At present, Artificial Intelligence (AI) algorithm is utilized for the detection of IoT attacks with high accuracy [9,10]. AI technology has the capability of detecting the variance in methods and channels of attack. This is the major problem confronted by security solutions when it comes to dealing with IoT attacks: attackers introduce slight modifications from the preceding attack which makes the security solution incapable of identifying the threat [11,12]. Researchers and developers utilize AI technology to prevent other risks to the IoT environment by examining system traffic [13,14]. Machine Learning (ML) and Deep Learning (DL) techniques have been converted into security systems to detect the attacks efficiently. DL is an evolution of AI that is contemporary to different real-time applications in order to handle complicated non-linear information.

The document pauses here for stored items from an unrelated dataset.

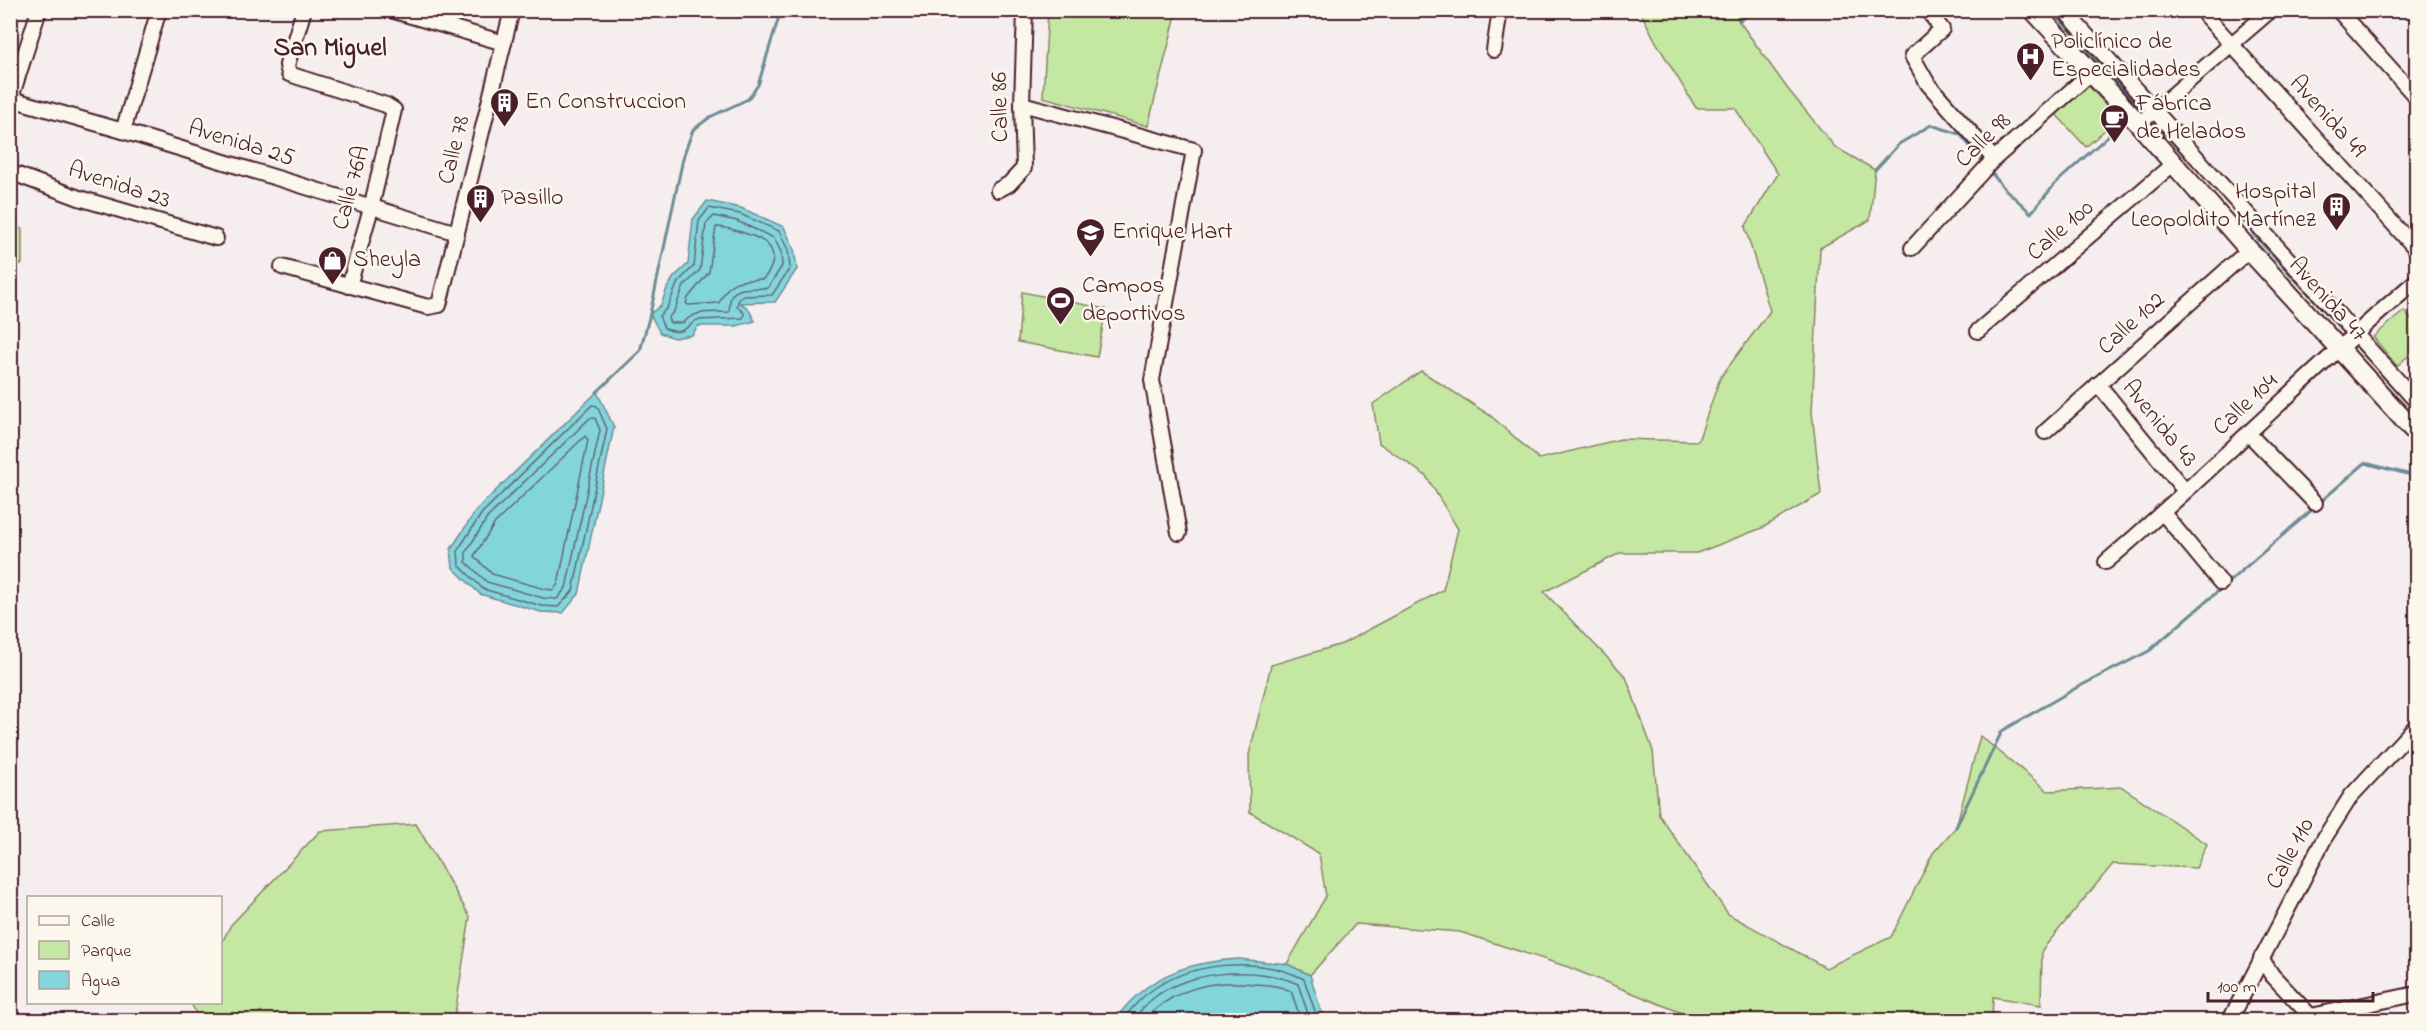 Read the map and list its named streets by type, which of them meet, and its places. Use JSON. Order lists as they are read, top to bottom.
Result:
{
  "streets": {
    "main road": ["Avenida 47"],
    "street": [
      "Calle 86",
      "Avenida 49",
      "Calle 98",
      "Avenida 25",
      "Calle 78",
      "Avenida 23",
      "Calle 76A",
      "Calle 100",
      "Calle 102",
      "Calle 104",
      "Avenida 43",
      "Calle 110"
    ]
  },
  "crossings": [
    ["Calle 98", "Avenida 47"],
    ["Avenida 25", "Calle 78"],
    ["Avenida 25", "Calle 76A"],
    ["Calle 78", "Calle 76A"],
    ["Calle 100", "Avenida 47"],
    ["Avenida 47", "Calle 102"],
    ["Avenida 47", "Calle 104"],
    ["Calle 102", "Avenida 43"],
    ["Calle 104", "Avenida 43"]
  ],
  "districts": ["San Miguel"],
  "places": {
    "hospital": ["Policlínico de Especialidades"],
    "building": ["En Construccion", "Pasillo", "Hospital Leopoldito Martínez"],
    "cafe": ["Fábrica de Helados"],
    "school or university": ["Enrique Hart"],
    "shop": ["Sheyla"],
    "sports": ["Campos deportivos"]
  },
  "legend": ["Calle", "Parque", "Agua"],
  "scale_bar": "100 m"
}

Waqas et al. [15] inspected cyber security issues from the arrival of distributed denial of service (DDOS), and malware attacks. In this case, various ML techniques such as fuzzy classifier, random forest (RF), support vector machine (SVM), linear regression, Naïve Bayes (NB), decision tree (DT), k-nearest neighbor (KNN), adaptive boosting, tree ensemble, artificial neural network (ANN), and gradient boosting were applied for the recognition of botnet attack. In literature [16], an ensemble learning based approach in IoT (ELBA-IoT) was suggested for botnet attack recognition in IoT networks. This method categorizes the behavioral features of IoT and utilizes ensemble learning for the identification anomalous network traffic in compromised IoT gadgets. Moreover, IoT-related botnet detection technique evaluates three distinct ML methods that belong to DT approaches (RUSBoosted, bagged, and AdaBoosted).

In the study conducted earlier [17], a feature extraction technique was first devised with the help of effective payload from every network packet. Then, a feature selection (FS) technique was projected on the basis of trade-off and by comparing the length of the packets extracted and the trained performance of models. By selecting a rational sum of packets and a suitable length of bytes as feature vectors, a DL method was projected and assessed for botnet detection. In literature [18], a novel method was introduced to be used in the creation of novel Botnet dataset. This dataset creation is to recognize the anomalous activities in IoT systems. A flow-related Intrusion Detection System (IDS) was tested and examined with the help of flow-related features. Alzahrani et al. [19] suggested a powerful system that is helpful in the detection of botnet attacks on IoT gadgets. This system creatively compiled the convolutional neural network (CNN) with long short term memory (CNN-LSTM) method so as to detect two serious and common IoT assaults (Mirai and BASHLITE) on four different kinds of security cameras.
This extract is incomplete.